A peek into the world of data strategy #3
This week's series contains recent blog posts from Uber, LinkedIn, Tableau and Amazon. The focus of this week is on ways to improve trust on your data and improve analytics.
Who is this current post for:
Product Managers and Engineers passionate about data quality and improved analytics
Hope everyone is safe and fine during these coronavirus times!
As you remember I usually start any of my blogs with a good visualization which I have come across during the week; this week I would like to highlight this one from New York Times for Coronavirus in the U.S.: Latest Map and Case Count
Check it out, it provides a visual report of current status of coronavirus cases in USA.
Do you want to get more of these blog updates, subscribe to the newsletter using the link below
Now onto the blog…
Uber published its blog on monitoring Data Quality at Scale. In the blog Uber explains how they leverage a solution using statistical modelling(using PCA, Holt-Winters model, etc) to analyse historical patterns to discover anomalies and then alerts affected consumers. Helping reduce the mean time to detection of data issues helps in improving trust on their data thereby allowing for accurate decision making.
Article: https://eng.uber.com/monitoring-data-quality-at-scale/
The next blog looks at terms like data quality and data cleansing and how to build a data quality(DQ) framework that works for your data needs. The article classifies DQ metrics into following three levels and suggests how to optimize data cleaning efforts to help build better trust on your data.
Level 1: Generic DQ metrics
Level 2: Contextual checks like data ranges and column relationships
Level 3: Comparative checks
Linkedin writes about its 0.3.0 update of Apache Pinot - a scalable OLAP data store that they use to power analytics (use-cases include: Who Viewed My Profile, UberEats Restaurant Manager, Talent Analytics and others). The new version includes support for:
Plug-in architecture for various data sources/stores
Full SQL support on Pinot
Deep storage support for Google Cloud Storage, Azure data lake storage and S3
Enabling cloud-based deployment for K8s
Article: https://engineering.linkedin.com/blog/2020/apache-pinot-030-update
DataCraft published an article on how to use open source technologies to draw real-time insights for your supply chain. Using technologies like Apache NiFi, Apache Flink and Apache Zeppelin one can create event-driven alerting system thereby helping and empowering store managers to take charge of their inventories.

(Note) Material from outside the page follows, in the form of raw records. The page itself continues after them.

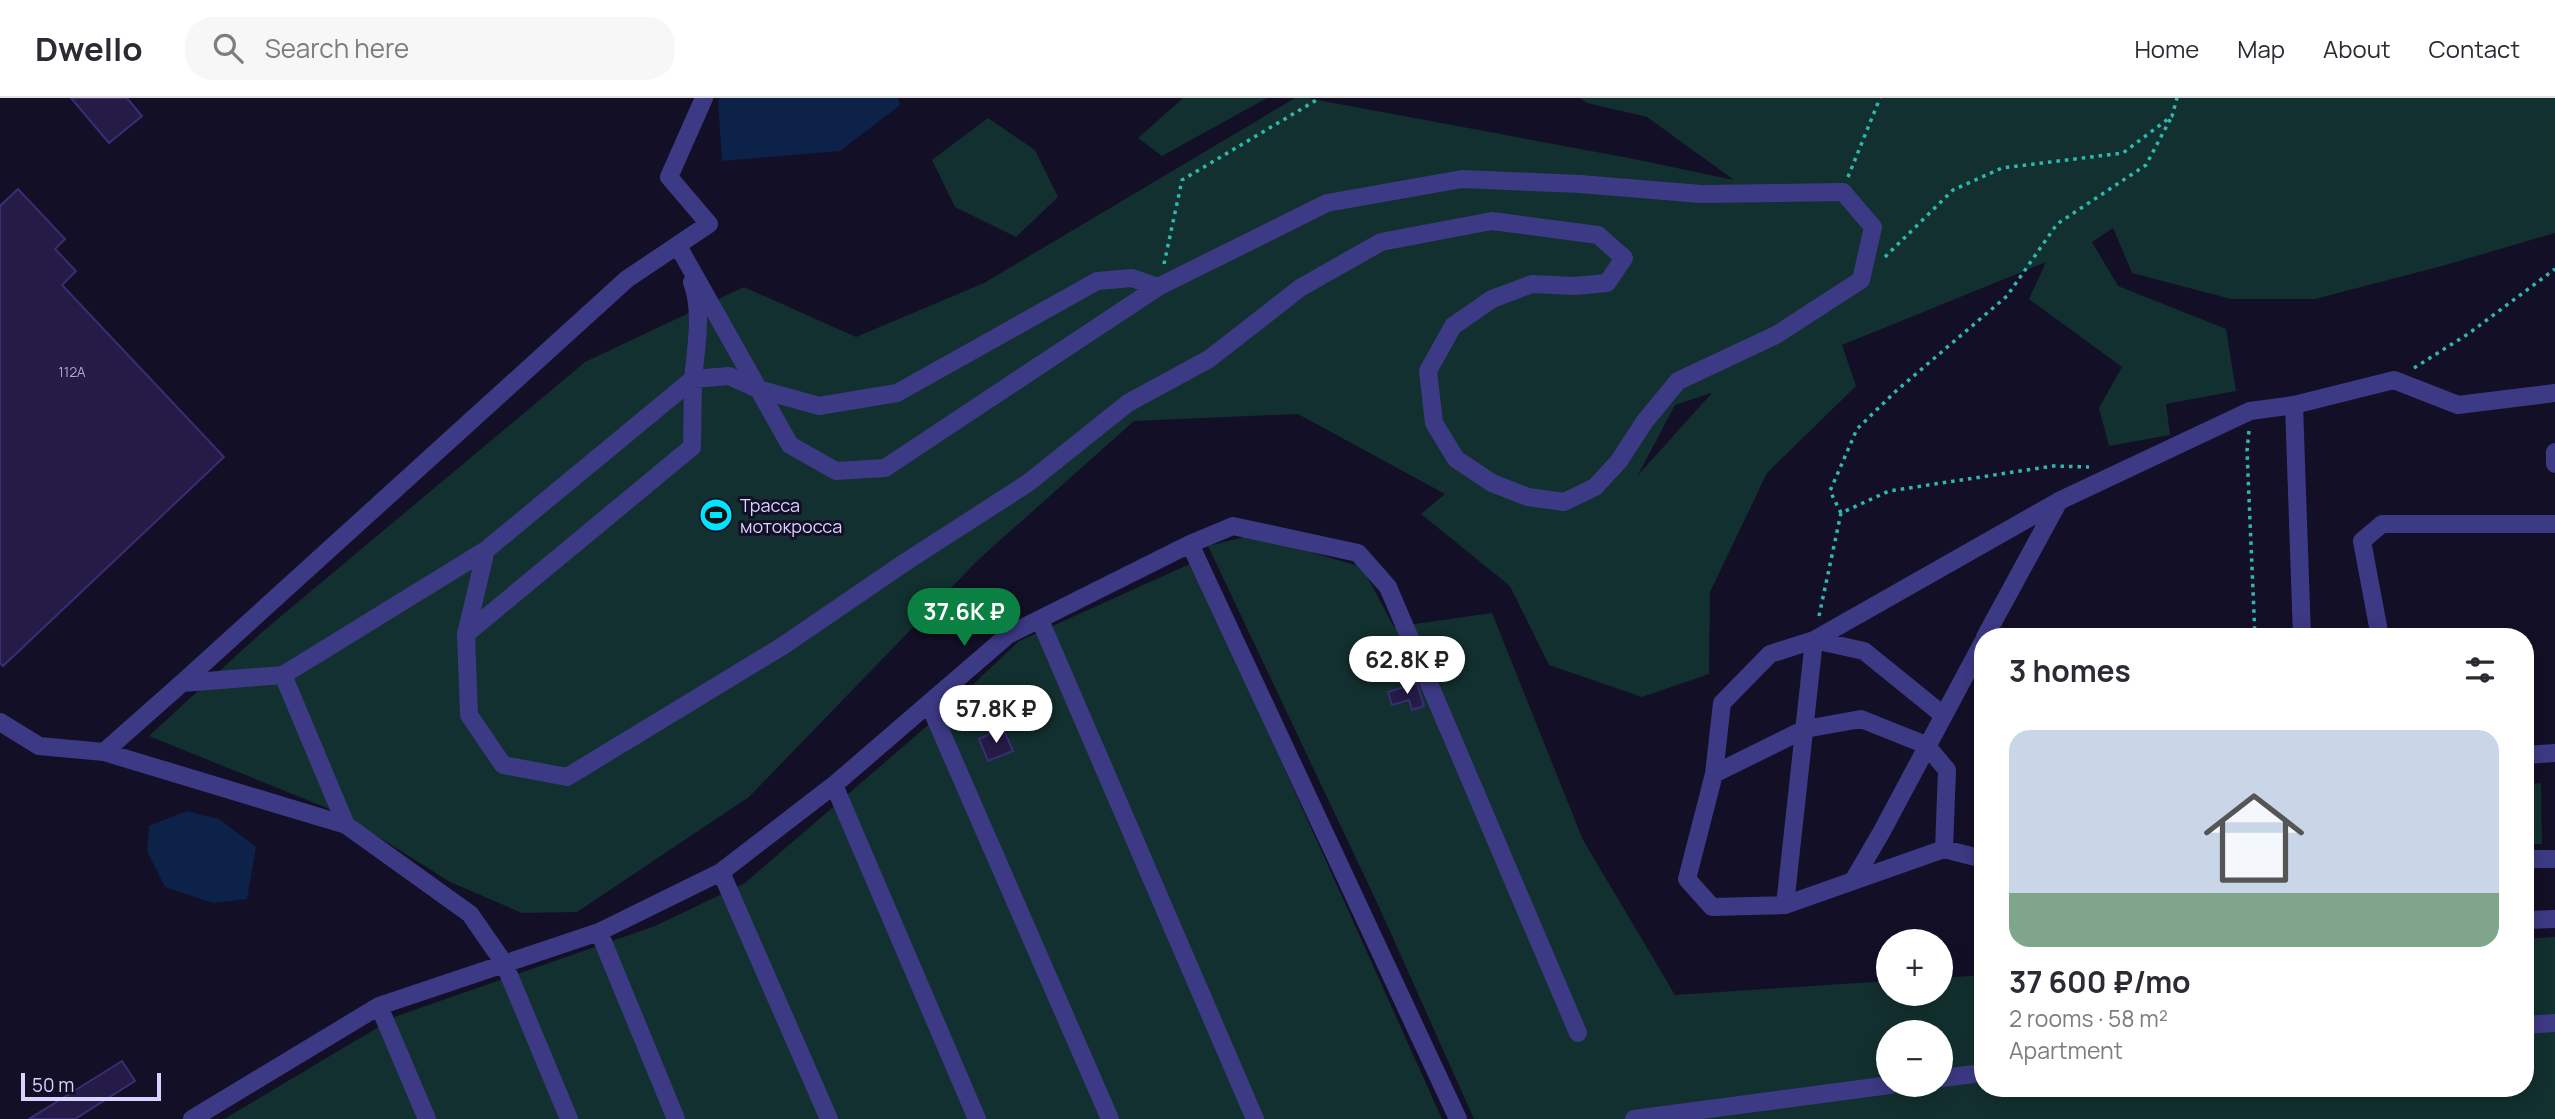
<!DOCTYPE html>
<meta charset="utf-8">
<style>
:root{--surface:#fff;--page:#f7f7f7;--text:#2b2b33;--muted:#7c7c81;--line:#e1e1e2;--accent:#0b8043}
body{margin:0;font-family:Manrope,sans-serif;background:var(--page);color:var(--text);height:100vh;display:flex;flex-direction:column;font-size:26px;white-space:nowrap}
*{box-sizing:border-box;margin:0}
p{font-size:23px;color:var(--muted)}
.icon{flex:none;width:38px;height:38px;fill:none;stroke:currentColor;stroke-width:2;stroke-linecap:round;stroke-linejoin:round}
.map{position:relative;flex:1;overflow:hidden}
.details{position:absolute;left:1974px;top:530px;width:560px;height:469px;display:flex;flex-direction:column;background:var(--surface);border-radius:28px;box-shadow:0 4px 18px #0003}
.details>*{flex:none}
.controls{position:absolute;left:1876px;top:831px;display:grid;gap:14px}
.controls a{display:grid;place-items:center;width:77px;height:77px;border-radius:50%;background:var(--surface);box-shadow:0 4px 18px #0003;font-size:35px}
.scale{position:absolute;left:21px;bottom:18px;width:140px;box-sizing:border-box;padding-left:7px;border:4px solid #d9d4ff;border-top:0;font-size:19px;line-height:24px;white-space:nowrap;color:#d9d4ff;-webkit-text-stroke:5px #130f26;paint-order:stroke}
.price{position:absolute;translate:-50% -60px;padding:0 16px;border-radius:24px;background:#fff;color:#222;font-size:23px;line-height:46px;filter:drop-shadow(0 2px 4px #0008)}
.price::after{content:'';position:absolute;left:50%;top:42px;width:21px;height:16px;margin-left:-10px;background:inherit;clip-path:polygon(0 0,100% 0,50% 100%)}
.price.selected{background:var(--accent);color:#fff}
ul{padding:0;list-style:none}
li{display:grid;align-content:center;gap:14px;height:371px;padding:0 35px}
li span{display:grid;place-items:center;height:217px;border-radius:21px;color:#555}
li>.icon{margin-inline-start:auto}
span .icon{width:126px;height:126px;fill:#fffc;stroke-width:1}
li b{font-size:30px}
h2{display:flex;justify-content:space-between;align-items:center;height:84px;padding:0 35px;font-size:30px}
header{display:flex;align-items:center;gap:42px;box-sizing:border-box;height:98px;padding:0 35px;background:var(--surface);border-bottom:2px solid var(--line)}
header strong{font-size:33px}
nav{display:flex;gap:38px;margin-inline-start:auto;font-size:24px}
.search{width:490px;height:63px;background:var(--page);display:flex;align-items:center;gap:18px;box-sizing:border-box;padding:0 24px;border-radius:28px;color:var(--muted);font-size:26px}
.map>svg:first-child{display:block}
.green{fill:#12302f;fill-rule:evenodd}
.water{fill:#0c2248}
.building{fill:#241b47;stroke:#3b2d73;stroke-width:2}
.lines{fill:none;stroke-linecap:round;stroke-linejoin:round}
.path{stroke:#2fb8b0;stroke-width:3.5;stroke-dasharray:3.5 5;stroke-linecap:butt}
.minor{stroke:#3d3a85;stroke-width:18}
.labels{text-anchor:middle;dominant-baseline:central;stroke-width:6;stroke-linejoin:round;paint-order:stroke}
.number-label{font-size:14px;fill:#aca6d1}
.poi-label{font-size:18px;fill:#d9d4ff;stroke:#130f26;text-anchor:start}
</style>
<header>
<strong>Dwello</strong>
<div class="search"><svg class="icon" aria-label="search" viewBox="0 0 24 24"><circle cx="10" cy="10" r="6"/><path d="M15 15l6 6"/></svg>Search here</div>
<nav><a>Home</a><a>Map</a><a>About</a><a>Contact</a></nav>
</header>
<div class="map">
<svg width="2555" height="1021" viewBox="0 0 2555 1021">
<rect width="100%" height="100%" fill="#130f26"/>
<path class="green" d="M1183,0H1267L1162,58L1138,40Z
M1295,0H1307L1634,61L1734,82L1647,19L1587,5L1580,0H2555V135L2442,168L2315,201H2231L2132,175L2113,130L2092,144L2118,188L2226,231L2236,293L2166,306L2170,337L2109,348L2099,310L2122,269L2029,201L2046,164L1842,247L1856,288L1767,375L1710,494L1709,576L1642,599L1549,567L1510,488L1421,416L1445,396L1298,316L1134,323L978,462L749,699L577,814L522,815L450,784L344,717L149,638L261,535L585,264L744,189L856,239L984,185ZM1711,295V296L1638,377L1675,307Z
M988,20L1035,52L1058,99L1016,139L955,109L932,62Z
M1252,437L1362,469L1394,529L1492,515L1583,742L1675,897L1888,883V896H1941V880L1983,877V990H2525V841L2555,839V1021H1474L1380,811L1208,448ZM1888,934H1941V987H1888Z
M1192,465L1442,1021H224L397,918L655,828L745,785L949,609L1019,543Z
M2541,685L2542,746H2525V686Z"/>
<path class="water" d="M721,0H898L900,7L840,53L722,63L718,2Z
M187,713L219,721L256,749L247,801L213,805L165,789L147,753L149,728Z"/>
<path class="building" d="M71,0H127L142,18L109,45Z
M18,91L65,141L55,151L76,173L62,187L224,359L3,568L0,565V108Z
M1417,585L1424,608L1412,612L1409,602L1392,607L1388,594Z
M1003,630L1013,653L988,663L979,641Z
M122,963L135,983L75,1021H29Z"/>
<g class="lines">
<path class="path" d="M1848,79L1880,0
M1885,159L1953,92L2002,70L2123,55L2172,18L2177,0
M1164,166L1182,82L1320,0
M2414,270L2468,236L2555,171
M2249,333L2247,353L2255,539
M1841,415L1830,393L1857,331L1896,293L2007,198L2057,126L2146,67L2172,18
M1819,518L1841,415L1889,393L2053,368L2089,369"/>
<path class="minor" d="M678,148L790,347L836,373L885,370L1158,189L1327,105L1462,81L1580,86L1701,96L1843,94L1873,129L1861,182L1776,237L1678,283L1645,323L1619,363L1595,389L1564,404L1528,399L1492,385L1456,361L1434,325L1428,273L1453,228L1492,201L1532,186L1574,188L1607,185L1624,160L1598,137L1492,123L1381,144L1300,190L1209,261L1128,305L1028,385L907,463L781,549L567,679L503,667L469,617L466,536L692,349L693,281L729,278L758,291L819,308L897,295L1097,183L1132,180L1158,189
M2294,307L2302,539
M2555,354V366
M1190,446L1233,428L1358,455L1388,489L1578,935
M1040,522L1255,1021
M466,536L486,452
M1985,539L2059,403
M2380,539L2362,443L2382,426H2555
M283,577L346,727
M182,585L283,577L486,452L693,281C696,250 703,213 692,184
M929,606L1110,1021
M0,624L39,648L104,654L182,585L627,181L709,126L669,79L704,0
M104,654L346,727L470,816L504,865L569,1021
M2525,657L2555,655
M1714,676L1722,605L1770,556L1814,542L1864,553L1943,617
M834,687L977,1021
M1944,751L1947,672L1926,647L1861,621L1805,631L1714,676L1687,781L1712,809L1785,807L1814,542L2059,403L2250,313L2294,307L2394,282L2458,307L2555,295
M2525,761H2555
M721,774L829,1021
M1853,783L1881,735L1983,544
M1785,807L1944,751L1983,761
M2525,822L2555,821
M599,834L676,1021
M379,908L427,1021
M2525,927L2555,925
M1941,980L1983,975
M192,1021L379,908L599,834L721,774L834,687L1008,537L1190,446L1458,1021
M1634,1021L1890,987"/>
</g>
<defs>
<symbol id="stadium-disc" viewBox="-11 -11 22 22"><circle r="9.5" fill="#00e5ff" stroke="#130f26"/><path d="M0-5a6.5 5 0 1 0 0 10a6.5 5 0 1 0 0-10ZM-3.5-1.8h7v3.6h-7Z" fill="#111"/></symbol>
</defs>
<g fill-rule="evenodd">
<use href="#stadium-disc" x="697" y="398" width="38" height="38"/>
</g>
<g class="labels">
<g class="number-label">
<text x="72" y="273">112А</text>
</g>
<g class="poi-label">
<text x="740" y="407">Трасса<tspan x="740" dy="21">мотокросса</tspan></text>
</g>
</g>
</svg>
<div class="controls">
<a>+</a>
<a>−</a>
</div>
<div class="scale">50 m</div>
<b class="price selected" style="left:964px;top:550px">37.6K ₽</b>
<b class="price" style="left:1407px;top:598px">62.8K ₽</b>
<b class="price" style="left:996px;top:647px">57.8K ₽</b>
<section class="details">
<h2>3 homes<svg class="icon" aria-label="filters" viewBox="0 0 24 24"><path d="M4 7h16M4 17h16"/><circle cx="9" cy="7" r="2"/><circle cx="15" cy="17" r="2"/></svg></h2>
<ul>
<li><span style="background:linear-gradient(#c9d6e8 75%,#7fa58c 0)"><svg class="icon" aria-label="home" viewBox="0 0 24 24"><path d="M3 11l9-7 9 7M6 9v11h12V9"/></svg></span><div><b>37 600 ₽/mo</b><p>2 rooms · 58 m²</p><p>Apartment</p></div></li>
</ul>
</section>
</div>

Article: https://towardsdatascience.com/event-driven-supply-chain-for-crisis-with-flinksql-be80cb3ad4f9
Tableau releases version 2020.2 with exciting features for:
Incremental refresh to detect new rows and update and process only the new rows thereby allowing you to save time and resources
Salesforce connector for Tableau Prep
High visibility quality warnings thereby empowering your customers to decide whether or not to use the viz for critical decision-making
Amazon releases UltraWarm at General Availability. UltraWarm is aws’s new low-cost storage providing interactive analytics on up to three petabytes of log data, at one-tenth cost of the current Amazon Elasticsearch Service storage tier. So $$$ savings! If you are planning on building a search system for your website, or want an efficient solution for storing, or need to analyze data from application or infrastructure logs - Elasticsearch might help answer your problems.
Article: https://aws.amazon.com/blogs/aws/general-availability-of-ultrawarm-for-amazon-elasticsearch-service/
Upcoming Conferences:
Date: May 12th-13th
RedisConf Takeaway is a free, virtual learning conference where you can explore the latest innovations and trends in data platforms, share your ideas, learn from other Redis experts across the globe, and develop your Redis skills with hands-on training – all from your home office. At RedisConf 2020, we invite you to Rediscover what you can do with Redis – with a live keynote, 50+ breakout sessions, hackathon, 1:1 office hours with Redis experts, group chats, games, and more. Join us, free of charge, from May 12-13.
Date: May 12th
Hear from open source and industry thought leaders about the latest trends in big data, analytics and AI. Get an in-depth look at open-source technologies like Apache Spark™, Delta Lake, MLflow, Koalas, TensorFlow and PyTorch.
Date: May 14th-15th
The Data Science Conference is a uniquely excellent conference. The organizers curate a great mix of topics. Whether it's talks about Attention and Reinforcement from the bleeding edge AI, novel applications of Machine Learning to AgTech, or the musings of industry leaders on the future of data science education I'm sure I'll be hearing something interesting. Moreover, the informed and passionate attendees not trying to sell you anything guarantees a fun networking session!
That’s all for this week. Your feedback is welcome!
Note: This blog series is for informational purposes only, and all views are my own and do not represent my employers.